[Entries shown Boundary: Start]
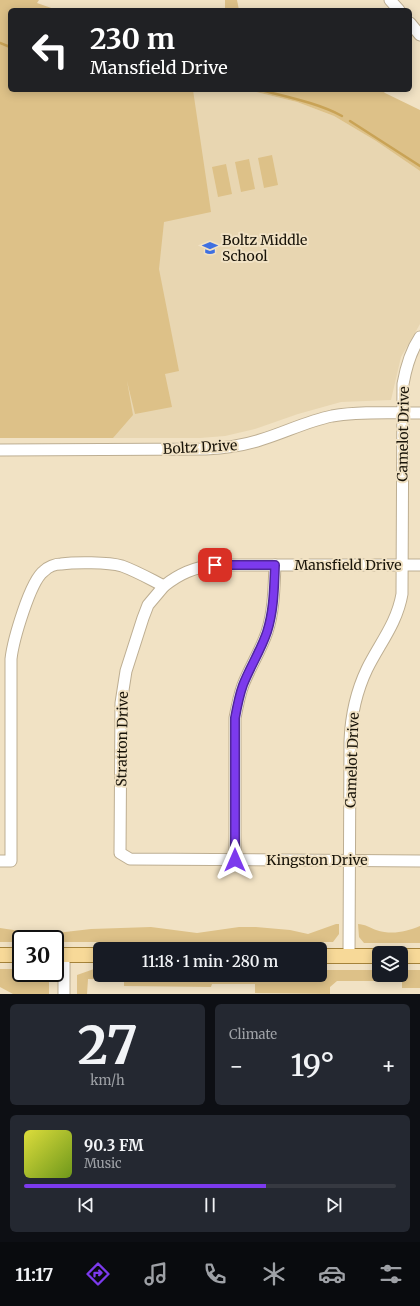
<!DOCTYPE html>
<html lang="en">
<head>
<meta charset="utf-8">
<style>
	:root { --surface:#171b24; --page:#242831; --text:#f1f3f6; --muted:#9ea1a6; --line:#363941; --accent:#7c3aed }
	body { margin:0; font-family:Merriweather,serif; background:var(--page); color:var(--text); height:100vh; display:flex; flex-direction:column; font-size:15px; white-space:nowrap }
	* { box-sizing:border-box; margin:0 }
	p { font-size:13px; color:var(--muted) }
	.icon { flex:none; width:22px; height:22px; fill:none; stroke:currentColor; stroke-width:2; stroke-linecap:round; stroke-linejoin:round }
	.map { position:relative; height:994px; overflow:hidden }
	.side { display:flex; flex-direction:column; gap:10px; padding:10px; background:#0d0f14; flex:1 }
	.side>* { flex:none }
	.hud { position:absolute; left:8px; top:8px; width:404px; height:84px; border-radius:6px; box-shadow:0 2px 10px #0003; background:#202124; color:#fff; overflow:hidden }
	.controls { position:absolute; left:372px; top:946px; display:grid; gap:8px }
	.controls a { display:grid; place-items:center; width:36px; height:36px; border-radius:6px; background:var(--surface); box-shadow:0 2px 10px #0003; font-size:20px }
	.speed { position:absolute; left:12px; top:930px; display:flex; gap:8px; font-size:20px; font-weight:700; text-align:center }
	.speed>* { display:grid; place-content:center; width:52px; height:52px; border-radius:50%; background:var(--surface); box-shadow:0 2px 10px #0003; line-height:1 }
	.speed .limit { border:2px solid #111; border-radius:6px; background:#fff; color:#111 }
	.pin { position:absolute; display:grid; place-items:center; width:34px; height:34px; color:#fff; margin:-17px; border-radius:8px; box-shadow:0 2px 6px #0006 }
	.me { position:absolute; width:44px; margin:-22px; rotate:0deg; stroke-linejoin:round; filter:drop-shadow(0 0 3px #0008) }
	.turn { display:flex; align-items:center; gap:14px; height:84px; padding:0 16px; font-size:18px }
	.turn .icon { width:52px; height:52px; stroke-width:2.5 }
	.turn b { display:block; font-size:28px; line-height:34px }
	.big { font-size:30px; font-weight:600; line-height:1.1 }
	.side .widget { flex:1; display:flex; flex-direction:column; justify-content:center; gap:6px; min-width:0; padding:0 14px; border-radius:6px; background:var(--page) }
	.side .dial { align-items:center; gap:0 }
	.dial b { font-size:52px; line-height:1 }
	.song { display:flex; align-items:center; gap:12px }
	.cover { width:48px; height:48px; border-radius:6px; background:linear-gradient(135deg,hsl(60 70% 55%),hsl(80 70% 35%)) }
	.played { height:4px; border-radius:2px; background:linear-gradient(90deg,var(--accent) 65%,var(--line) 65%) }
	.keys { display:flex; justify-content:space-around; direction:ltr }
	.heat { display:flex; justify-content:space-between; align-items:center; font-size:22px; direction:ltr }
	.side .tiles { flex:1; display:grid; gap:10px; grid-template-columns:1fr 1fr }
	.widget:last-child { grid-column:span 2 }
	.trip { position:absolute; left:93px; top:942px; width:234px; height:40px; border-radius:6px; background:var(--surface); box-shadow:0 2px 10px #0003; font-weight:600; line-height:40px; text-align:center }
	.tab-bar { display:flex; height:64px; justify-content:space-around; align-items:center; background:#090b0e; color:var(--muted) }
	.tab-bar .icon { width:28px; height:28px }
	.tab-bar .on { color:var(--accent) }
	.tab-bar b { font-size:18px; color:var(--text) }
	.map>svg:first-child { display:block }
</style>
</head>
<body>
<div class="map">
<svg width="420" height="994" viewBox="0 0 420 994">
	<rect width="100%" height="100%" fill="#f1e2c4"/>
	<path fill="#e8d6b1" d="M 10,90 L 248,90 L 297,102 L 334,116 L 376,141 L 420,171 L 420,324 L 401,357 L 391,400 L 341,402 L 298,414 L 255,429 L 225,436 L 200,438 L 0,438 Z"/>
	<g fill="#ddc188">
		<path d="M 0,0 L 39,0 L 37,3 L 57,10 L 10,10 L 10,90 L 193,90 L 211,212 L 164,222 L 159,269 L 179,371 L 165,374 L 172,407 L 135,414 L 127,381 L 133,415 L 113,438 L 0,438 Z"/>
		<path d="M 225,0 L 237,0 L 239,10 L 225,10 Z"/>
		<path d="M 248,90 L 382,90 L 385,93 L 420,110 L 420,171 L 376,141 L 334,116 L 297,102 Z"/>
		<path d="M 272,155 L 278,185 L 264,188 L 258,158 Z"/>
		<path d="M 249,159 L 255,189 L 241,192 L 235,162 Z"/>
		<path d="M 226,164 L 232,194 L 218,197 L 212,167 Z"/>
		<path d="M 336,924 L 339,924 L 339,934 L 333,942 L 55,942 L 55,939 L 21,939 L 21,942 L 0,942 L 0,928 L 20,931 L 65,932 L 91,929 L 151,927 L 197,933 L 239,927 L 256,927 L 290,930 L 308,934 Z"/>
		<path d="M 358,924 C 364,924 371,928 376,930 C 392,935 405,932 420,926 L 420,943 L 364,943 L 359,937 Z"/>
		<path d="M 0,969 L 21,969 L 21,973 L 42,973 L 49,976 L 49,994 L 13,994 L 0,987 Z"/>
		<path d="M 94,969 L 100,969 L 100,975 L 320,975 L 320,970 L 379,970 L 379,975 L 401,975 L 401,970 L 420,970 L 420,988 L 402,988 L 402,981 L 337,981 L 330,987 L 330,994 L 255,993 L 255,984 L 212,984 L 211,987 L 124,986 L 124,980 L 88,979 L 87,994 L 77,994 L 77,975 Z"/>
	</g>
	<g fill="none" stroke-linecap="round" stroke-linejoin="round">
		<g stroke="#c9a356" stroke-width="2.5">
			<path d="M 0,43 L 10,47"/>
			<path d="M 261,90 C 287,97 318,103 342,116"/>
			<path d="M 350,121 L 420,166"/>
		</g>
		<g stroke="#bdae92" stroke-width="13">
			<g id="minor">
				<path d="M 390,0 L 399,10"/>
				<path d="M 410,23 L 420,35"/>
				<path d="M 0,450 L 206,449 C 224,448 242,446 260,440 C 284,433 307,421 332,416 C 361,411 391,413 420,413"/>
				<path d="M 164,586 L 148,605 L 143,618 L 126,671 L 121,703 L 120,853 L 130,859 L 420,861"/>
				<path d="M 235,860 L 235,718 C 237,707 239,696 243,685 C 250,667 261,650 267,632 C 274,610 274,587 275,565"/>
				<path d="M 0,861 L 11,861 L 11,659 C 13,641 30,581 44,571 C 48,567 55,564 61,564 C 75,562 108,562 122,566 C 136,571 150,579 164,586 C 180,573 195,567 215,565 L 420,565"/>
				<path d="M 64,955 L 64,994"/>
				<path d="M 349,956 L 350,741 C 351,716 356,692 367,669 C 380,643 397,623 402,594 L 403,384 C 406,367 410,352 420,337"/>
			</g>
		</g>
		<g stroke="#a5833a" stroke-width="16">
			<g id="major">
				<path d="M 0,955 L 21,955"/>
				<path d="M 55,955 L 100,955"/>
				<path d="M 320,956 L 379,956"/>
				<path d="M 401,956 L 420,956"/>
			</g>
		</g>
		<use href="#minor" stroke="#fff" stroke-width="11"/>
		<use href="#major" stroke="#f7d998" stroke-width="14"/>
	</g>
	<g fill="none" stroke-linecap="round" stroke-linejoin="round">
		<g stroke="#51269a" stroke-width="10">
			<path id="route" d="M 215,565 L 275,565 C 274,588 274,610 267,632 C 261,650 250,667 243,685 C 239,696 237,707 235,718 L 235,860"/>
		</g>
		<use href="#route" stroke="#7c3aed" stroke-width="7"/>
	</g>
	<defs>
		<g id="school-bare" transform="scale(1.2)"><path d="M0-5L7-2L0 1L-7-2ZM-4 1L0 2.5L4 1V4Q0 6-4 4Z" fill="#3f70e1" stroke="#f1e2c4" stroke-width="2.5" paint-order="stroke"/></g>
	</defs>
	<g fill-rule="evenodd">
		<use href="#school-bare" x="210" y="248"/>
	</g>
	<g text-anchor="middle" stroke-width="4" stroke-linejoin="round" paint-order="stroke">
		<g font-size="14" fill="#191409" stroke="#f1e2c4" text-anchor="start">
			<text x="222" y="245">Boltz Middle<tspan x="222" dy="16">School</tspan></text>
		</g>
		<g font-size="14" fill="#191409" stroke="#f1e2c4">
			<text transform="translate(403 434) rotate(-89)" y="5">Camelot Drive</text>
			<text transform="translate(200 447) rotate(-3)" y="5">Boltz Drive</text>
			<text x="348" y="570">Mansfield Drive</text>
			<text transform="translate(122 739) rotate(-89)" y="5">Stratton Drive</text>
			<text transform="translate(352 760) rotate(-88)" y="5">Camelot Drive</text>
			<text x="317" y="865">Kingston Drive</text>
		</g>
	</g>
</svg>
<div class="controls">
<a><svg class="icon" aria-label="layers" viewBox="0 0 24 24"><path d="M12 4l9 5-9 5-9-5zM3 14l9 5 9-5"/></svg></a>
</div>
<div class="speed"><div class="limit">30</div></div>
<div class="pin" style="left:215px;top:565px;background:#d93025"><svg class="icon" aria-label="arrive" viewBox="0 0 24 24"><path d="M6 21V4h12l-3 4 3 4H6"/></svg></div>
<svg class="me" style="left:235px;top:860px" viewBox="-20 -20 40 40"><path d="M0-17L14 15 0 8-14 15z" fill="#7c3aed" stroke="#fff" stroke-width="4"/></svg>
<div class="trip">11:18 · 1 min · 280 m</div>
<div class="hud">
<div class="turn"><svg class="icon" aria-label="left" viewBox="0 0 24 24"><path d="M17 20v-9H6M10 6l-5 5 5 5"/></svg><div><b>230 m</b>Mansfield Drive</div></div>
</div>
</div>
<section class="side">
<div class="tiles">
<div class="widget dial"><b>27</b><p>km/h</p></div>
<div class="widget"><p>Climate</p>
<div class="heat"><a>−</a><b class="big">19°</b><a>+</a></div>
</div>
<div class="widget">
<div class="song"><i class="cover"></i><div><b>90.3 FM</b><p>Music</p></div></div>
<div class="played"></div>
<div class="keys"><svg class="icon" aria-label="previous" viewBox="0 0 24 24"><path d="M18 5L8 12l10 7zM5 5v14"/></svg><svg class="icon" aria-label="pause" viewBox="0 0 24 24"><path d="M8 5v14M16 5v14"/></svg><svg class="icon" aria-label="next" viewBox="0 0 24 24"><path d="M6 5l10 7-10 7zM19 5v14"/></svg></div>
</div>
</div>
</section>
<nav class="tab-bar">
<b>11:17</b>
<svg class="icon on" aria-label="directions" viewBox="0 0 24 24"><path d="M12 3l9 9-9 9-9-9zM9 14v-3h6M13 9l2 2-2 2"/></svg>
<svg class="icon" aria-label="music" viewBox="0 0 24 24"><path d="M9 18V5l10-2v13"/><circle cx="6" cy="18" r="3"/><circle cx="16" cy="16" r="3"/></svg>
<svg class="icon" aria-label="phone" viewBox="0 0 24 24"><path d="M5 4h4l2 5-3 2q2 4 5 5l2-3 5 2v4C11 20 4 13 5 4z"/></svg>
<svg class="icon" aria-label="climate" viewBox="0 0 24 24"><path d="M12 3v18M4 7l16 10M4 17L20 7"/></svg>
<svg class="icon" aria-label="car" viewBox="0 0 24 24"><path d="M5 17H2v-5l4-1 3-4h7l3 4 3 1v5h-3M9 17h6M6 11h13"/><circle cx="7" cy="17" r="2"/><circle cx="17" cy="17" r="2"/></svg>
<svg class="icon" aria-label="filters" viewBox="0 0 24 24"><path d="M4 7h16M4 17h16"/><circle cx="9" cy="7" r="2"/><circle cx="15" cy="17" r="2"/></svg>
</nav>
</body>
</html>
[Entries shown Boundary: End]
Work item ->
Scan the records above for the string "controls", then report every line that contains it.

Task result ->
	.controls { position:absolute; left:372px; top:946px; display:grid; gap:8px }
	.controls a { display:grid; place-items:center; width:36px; height:36px; border-radius:6px; background:var(--surface); box-shadow:0 2px 10px #0003; font-size:20px }
<div class="controls">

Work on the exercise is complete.